══ DATA EXTRACTS
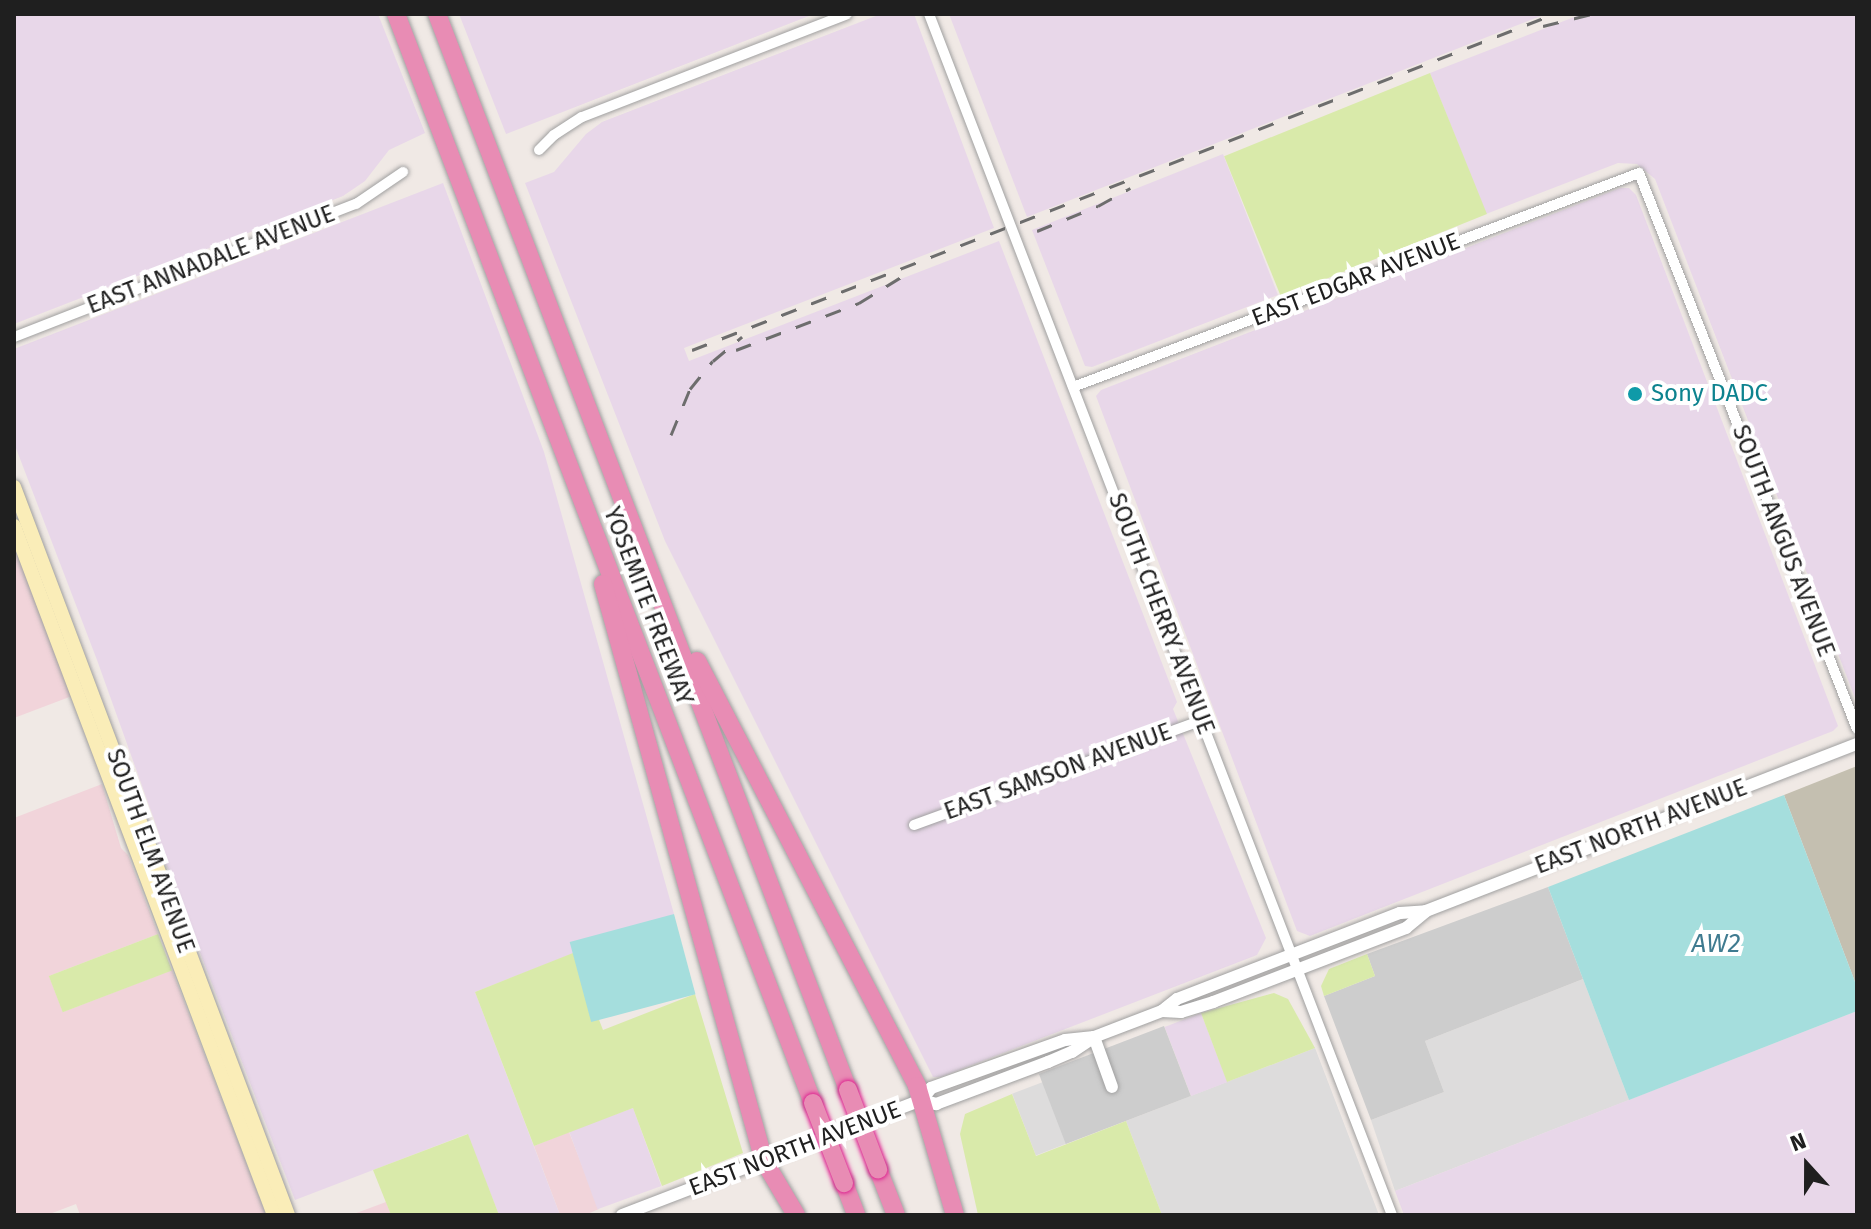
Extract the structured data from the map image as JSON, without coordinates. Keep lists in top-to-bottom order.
{
  "streets": {
    "highway": ["YOSEMITE FREEWAY"],
    "main road": ["SOUTH ELM AVENUE"],
    "street": [
      "EAST ANNADALE AVENUE",
      "EAST EDGAR AVENUE",
      "SOUTH ANGUS AVENUE",
      "SOUTH CHERRY AVENUE",
      "EAST SAMSON AVENUE",
      "EAST NORTH AVENUE"
    ]
  },
  "crossings": [
    ["EAST EDGAR AVENUE", "SOUTH ANGUS AVENUE"],
    ["EAST EDGAR AVENUE", "SOUTH CHERRY AVENUE"],
    ["SOUTH CHERRY AVENUE", "EAST SAMSON AVENUE"],
    ["SOUTH CHERRY AVENUE", "EAST NORTH AVENUE"]
  ],
  "water": ["AW2"],
  "places": ["Sony DADC"],
  "north": "top"
}
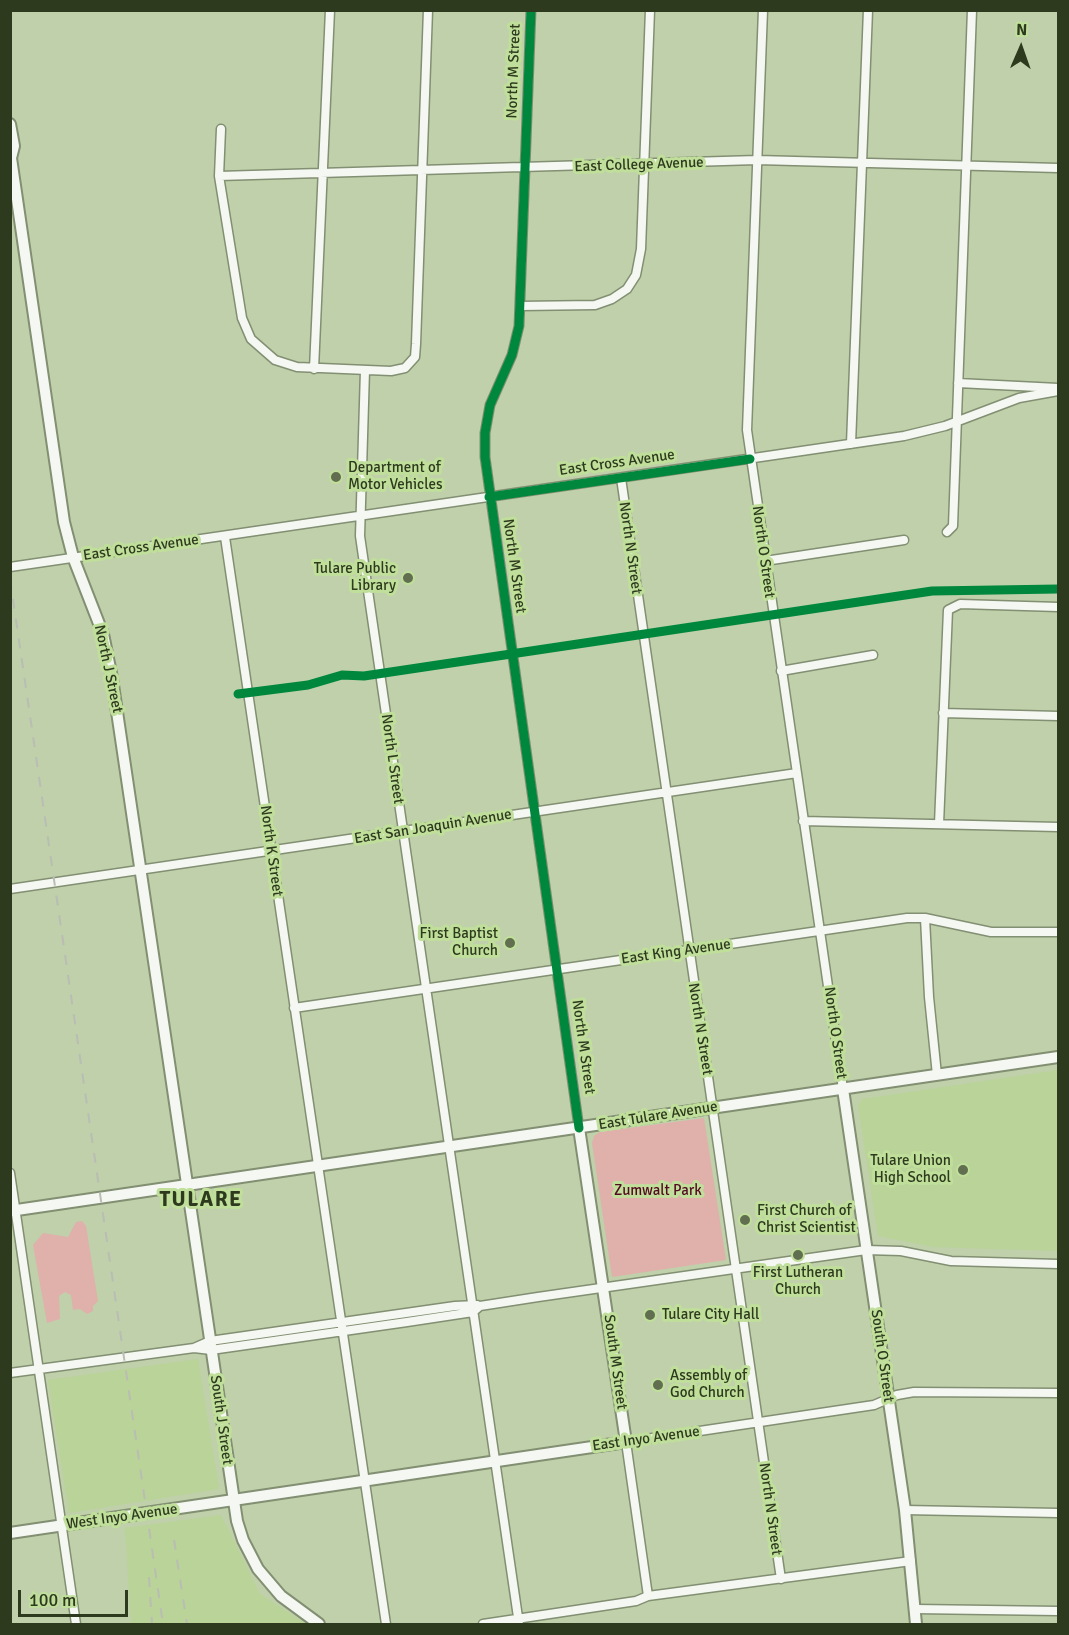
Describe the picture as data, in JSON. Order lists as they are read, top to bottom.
{
  "streets": {
    "main road": [
      "North J Street",
      "East Tulare Avenue",
      "South O Street",
      "South M Street",
      "South J Street",
      "East Inyo Avenue",
      "West Inyo Avenue"
    ],
    "street": [
      "North M Street",
      "East College Avenue",
      "East Cross Avenue",
      "North N Street",
      "North O Street",
      "North L Street",
      "East San Joaquin Avenue",
      "North K Street",
      "East King Avenue"
    ]
  },
  "crossings": [
    ["North M Street", "East College Avenue"],
    ["North M Street", "East Cross Avenue"],
    ["North M Street", "East San Joaquin Avenue"],
    ["North M Street", "East King Avenue"],
    ["North M Street", "East Tulare Avenue"],
    ["North M Street", "South M Street"],
    ["East College Avenue", "North O Street"],
    ["East Cross Avenue", "North N Street"],
    ["East Cross Avenue", "North O Street"],
    ["East Cross Avenue", "North J Street"],
    ["East Cross Avenue", "North L Street"],
    ["East Cross Avenue", "North K Street"],
    ["North N Street", "East San Joaquin Avenue"],
    ["North N Street", "East King Avenue"],
    ["North N Street", "East Tulare Avenue"],
    ["North N Street", "East Inyo Avenue"],
    ["North O Street", "East San Joaquin Avenue"],
    ["North O Street", "East King Avenue"],
    ["North O Street", "East Tulare Avenue"],
    ["North O Street", "South O Street"],
    ["North J Street", "East San Joaquin Avenue"],
    ["North J Street", "East Tulare Avenue"],
    ["North J Street", "South J Street"],
    ["North L Street", "East San Joaquin Avenue"],
    ["North L Street", "East King Avenue"],
    ["North L Street", "East Tulare Avenue"],
    ["North L Street", "East Inyo Avenue"],
    ["East San Joaquin Avenue", "North K Street"],
    ["North K Street", "East King Avenue"],
    ["North K Street", "East Tulare Avenue"],
    ["North K Street", "East Inyo Avenue"],
    ["East Tulare Avenue", "South O Street"],
    ["East Tulare Avenue", "South M Street"],
    ["East Tulare Avenue", "South J Street"],
    ["South O Street", "East Inyo Avenue"],
    ["South M Street", "East Inyo Avenue"],
    ["South J Street", "East Inyo Avenue"],
    ["South J Street", "West Inyo Avenue"],
    ["East Inyo Avenue", "West Inyo Avenue"]
  ],
  "districts": ["TULARE"],
  "parks": ["Zumwalt Park"],
  "places": [
    "Department of Motor Vehicles",
    "Tulare Public Library",
    "First Baptist Church",
    "Tulare Union High School",
    "First Church of Christ Scientist",
    "First Lutheran Church",
    "Tulare City Hall",
    "Assembly of God Church"
  ],
  "scale_bar": "100 m",
  "north": "top"
}
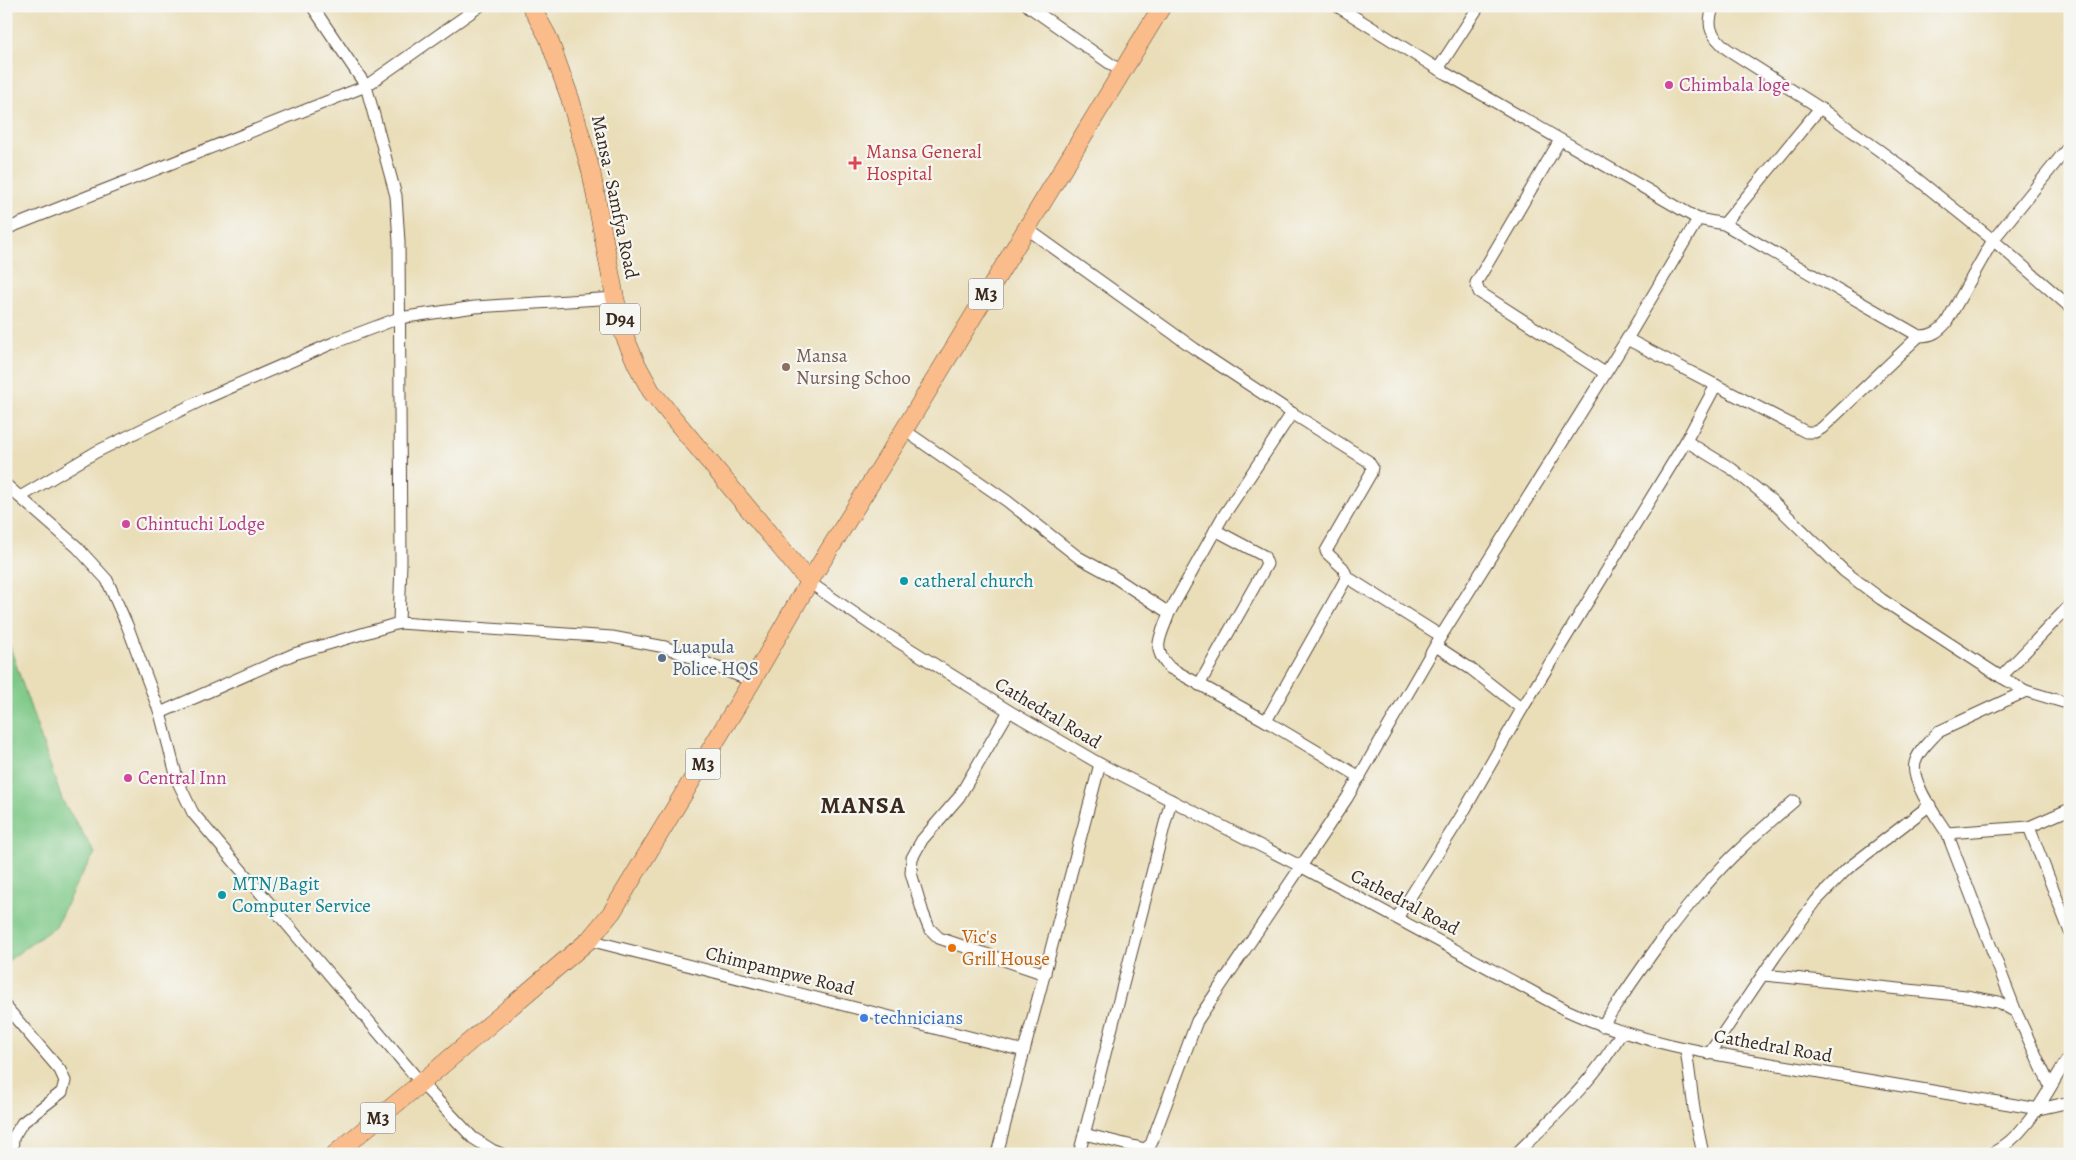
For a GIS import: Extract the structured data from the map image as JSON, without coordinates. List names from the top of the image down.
{
  "streets": {
    "main road": ["Mansa - Samfya Road", "M3", "D94"],
    "street": ["Cathedral Road", "Chimpampwe Road"]
  },
  "crossings": [
    ["Mansa - Samfya Road", "M3"],
    ["Mansa - Samfya Road", "Cathedral Road"],
    ["M3", "Cathedral Road"],
    ["M3", "Chimpampwe Road"]
  ],
  "districts": ["MANSA"],
  "places": {
    "other": [
      "Chimbala loge",
      "Mansa Nursing Schoo",
      "Chintuchi Lodge",
      "catheral church",
      "Luapula Police HQS",
      "Central Inn",
      "MTN/Bagit Computer Service",
      "Vic's Grill House",
      "technicians"
    ],
    "health": ["Mansa General Hospital"]
  }
}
════
### DIRECTIONS
The entries must be repeated exactly. Leave the images out.

### WRITTEN RESPONSE
Extract the structured data from the map image as JSON, without coordinates. Keep lists in top-to-bottom order.
{
  "streets": {
    "highway": ["YOSEMITE FREEWAY"],
    "main road": ["SOUTH ELM AVENUE"],
    "street": [
      "EAST ANNADALE AVENUE",
      "EAST EDGAR AVENUE",
      "SOUTH ANGUS AVENUE",
      "SOUTH CHERRY AVENUE",
      "EAST SAMSON AVENUE",
      "EAST NORTH AVENUE"
    ]
  },
  "crossings": [
    ["EAST EDGAR AVENUE", "SOUTH ANGUS AVENUE"],
    ["EAST EDGAR AVENUE", "SOUTH CHERRY AVENUE"],
    ["SOUTH CHERRY AVENUE", "EAST SAMSON AVENUE"],
    ["SOUTH CHERRY AVENUE", "EAST NORTH AVENUE"]
  ],
  "water": ["AW2"],
  "places": ["Sony DADC"],
  "north": "top"
}
Describe the picture as data, in JSON. Order lists as they are read, top to bottom.
{
  "streets": {
    "main road": [
      "North J Street",
      "East Tulare Avenue",
      "South O Street",
      "South M Street",
      "South J Street",
      "East Inyo Avenue",
      "West Inyo Avenue"
    ],
    "street": [
      "North M Street",
      "East College Avenue",
      "East Cross Avenue",
      "North N Street",
      "North O Street",
      "North L Street",
      "East San Joaquin Avenue",
      "North K Street",
      "East King Avenue"
    ]
  },
  "crossings": [
    ["North M Street", "East College Avenue"],
    ["North M Street", "East Cross Avenue"],
    ["North M Street", "East San Joaquin Avenue"],
    ["North M Street", "East King Avenue"],
    ["North M Street", "East Tulare Avenue"],
    ["North M Street", "South M Street"],
    ["East College Avenue", "North O Street"],
    ["East Cross Avenue", "North N Street"],
    ["East Cross Avenue", "North O Street"],
    ["East Cross Avenue", "North J Street"],
    ["East Cross Avenue", "North L Street"],
    ["East Cross Avenue", "North K Street"],
    ["North N Street", "East San Joaquin Avenue"],
    ["North N Street", "East King Avenue"],
    ["North N Street", "East Tulare Avenue"],
    ["North N Street", "East Inyo Avenue"],
    ["North O Street", "East San Joaquin Avenue"],
    ["North O Street", "East King Avenue"],
    ["North O Street", "East Tulare Avenue"],
    ["North O Street", "South O Street"],
    ["North J Street", "East San Joaquin Avenue"],
    ["North J Street", "East Tulare Avenue"],
    ["North J Street", "South J Street"],
    ["North L Street", "East San Joaquin Avenue"],
    ["North L Street", "East King Avenue"],
    ["North L Street", "East Tulare Avenue"],
    ["North L Street", "East Inyo Avenue"],
    ["East San Joaquin Avenue", "North K Street"],
    ["North K Street", "East King Avenue"],
    ["North K Street", "East Tulare Avenue"],
    ["North K Street", "East Inyo Avenue"],
    ["East Tulare Avenue", "South O Street"],
    ["East Tulare Avenue", "South M Street"],
    ["East Tulare Avenue", "South J Street"],
    ["South O Street", "East Inyo Avenue"],
    ["South M Street", "East Inyo Avenue"],
    ["South J Street", "East Inyo Avenue"],
    ["South J Street", "West Inyo Avenue"],
    ["East Inyo Avenue", "West Inyo Avenue"]
  ],
  "districts": ["TULARE"],
  "parks": ["Zumwalt Park"],
  "places": [
    "Department of Motor Vehicles",
    "Tulare Public Library",
    "First Baptist Church",
    "Tulare Union High School",
    "First Church of Christ Scientist",
    "First Lutheran Church",
    "Tulare City Hall",
    "Assembly of God Church"
  ],
  "scale_bar": "100 m",
  "north": "top"
}
For a GIS import: Extract the structured data from the map image as JSON, without coordinates. List names from the top of the image down.
{
  "streets": {
    "main road": ["Mansa - Samfya Road", "M3", "D94"],
    "street": ["Cathedral Road", "Chimpampwe Road"]
  },
  "crossings": [
    ["Mansa - Samfya Road", "M3"],
    ["Mansa - Samfya Road", "Cathedral Road"],
    ["M3", "Cathedral Road"],
    ["M3", "Chimpampwe Road"]
  ],
  "districts": ["MANSA"],
  "places": {
    "other": [
      "Chimbala loge",
      "Mansa Nursing Schoo",
      "Chintuchi Lodge",
      "catheral church",
      "Luapula Police HQS",
      "Central Inn",
      "MTN/Bagit Computer Service",
      "Vic's Grill House",
      "technicians"
    ],
    "health": ["Mansa General Hospital"]
  }
}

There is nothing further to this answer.